Węgry. Wakacje z dziećmi

Jakie śliwki kojarzą się z Węgrami? Oczywiście mirabelki!

Stefan od tygodnia chodził podekscytowany - jedziemy na Węgry! Czterolatek wie już, że to inny kraj, że mówi się tam w innym języku, no i że tata obiecał kąpiele w basenie.

Godzinny lot dostarcza pierwszych emocji. Samoloty, chmury, chowanie podwozia, a nawet zapinanie pasów - wszystko to cieszy malucha. Ale co pokazać przedszkolakowi w Budapeszcie?

Węgry z dziećmy

- Nieważne co, tylko jak - śmieje się Zsofi, która oprowadza turystów nietypowymi trasami tematycznymi (www.uniquebudapest.com). Umówiliśmy się z nią na Hosök tere, placu Bohaterów: 12 posągów otacza księcia Arpada i jego wodzów, nad nimi archanioł Gabriel na wysokiej kolumnie. Pomnik ufundowano w 1896 r. na tysiąclecie państwa węgierskiego.
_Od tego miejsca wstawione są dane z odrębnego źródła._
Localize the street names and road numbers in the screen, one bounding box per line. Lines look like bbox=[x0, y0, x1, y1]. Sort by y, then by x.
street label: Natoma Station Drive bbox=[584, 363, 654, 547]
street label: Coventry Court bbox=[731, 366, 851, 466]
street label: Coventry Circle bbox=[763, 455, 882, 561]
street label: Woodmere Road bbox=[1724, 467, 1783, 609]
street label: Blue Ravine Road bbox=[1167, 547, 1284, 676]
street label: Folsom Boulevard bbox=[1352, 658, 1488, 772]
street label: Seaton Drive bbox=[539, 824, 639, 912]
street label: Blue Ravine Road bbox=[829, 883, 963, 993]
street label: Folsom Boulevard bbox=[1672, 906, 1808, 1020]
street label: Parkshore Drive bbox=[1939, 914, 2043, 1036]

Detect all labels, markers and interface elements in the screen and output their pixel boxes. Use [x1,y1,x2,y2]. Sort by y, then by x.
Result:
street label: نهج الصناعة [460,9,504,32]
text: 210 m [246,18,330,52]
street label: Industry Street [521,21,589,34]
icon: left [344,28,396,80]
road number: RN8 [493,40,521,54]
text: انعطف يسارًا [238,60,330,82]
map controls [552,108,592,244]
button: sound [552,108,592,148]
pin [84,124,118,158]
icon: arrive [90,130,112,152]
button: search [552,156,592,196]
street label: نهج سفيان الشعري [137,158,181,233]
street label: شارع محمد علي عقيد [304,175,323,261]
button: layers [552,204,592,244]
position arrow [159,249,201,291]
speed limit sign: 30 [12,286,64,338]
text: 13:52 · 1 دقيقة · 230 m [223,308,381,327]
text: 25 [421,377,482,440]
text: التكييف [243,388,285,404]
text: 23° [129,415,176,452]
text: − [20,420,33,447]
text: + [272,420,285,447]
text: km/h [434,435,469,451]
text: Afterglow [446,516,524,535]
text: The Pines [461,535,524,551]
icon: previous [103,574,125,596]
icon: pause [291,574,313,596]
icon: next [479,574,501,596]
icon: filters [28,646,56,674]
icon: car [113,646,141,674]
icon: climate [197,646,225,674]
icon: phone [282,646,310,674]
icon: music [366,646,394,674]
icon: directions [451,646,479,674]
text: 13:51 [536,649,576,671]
Na starcie dostajemy kopertę z zadaniem: rozpoznać wszystkich herosów. Stefan z zaciekawieniem odkrywa, że pierwszy nosił jego imię! Do ostatniego, Kossutha, nie docieramy, bo mały poznał rówieśników, z którymi wspina się na konia Arpada. Jak go ściągnąć? - Chodź popływać łódką!

Sekunda i junior pędzi za nami nad staw w pobliskim parku. Wiosła w dłoń! Okrążamy kilkanaście nowoczesnych rzeźb stojących w płytkiej wodzie: kolorowe wieże, latarnia z ławką, a nawet... latryna. Stefan zachwyca się czterema połówkami aut połączonymi w coś na kształt wiatraka oraz szachownicą z palików, gdzie gniazdują kaczki.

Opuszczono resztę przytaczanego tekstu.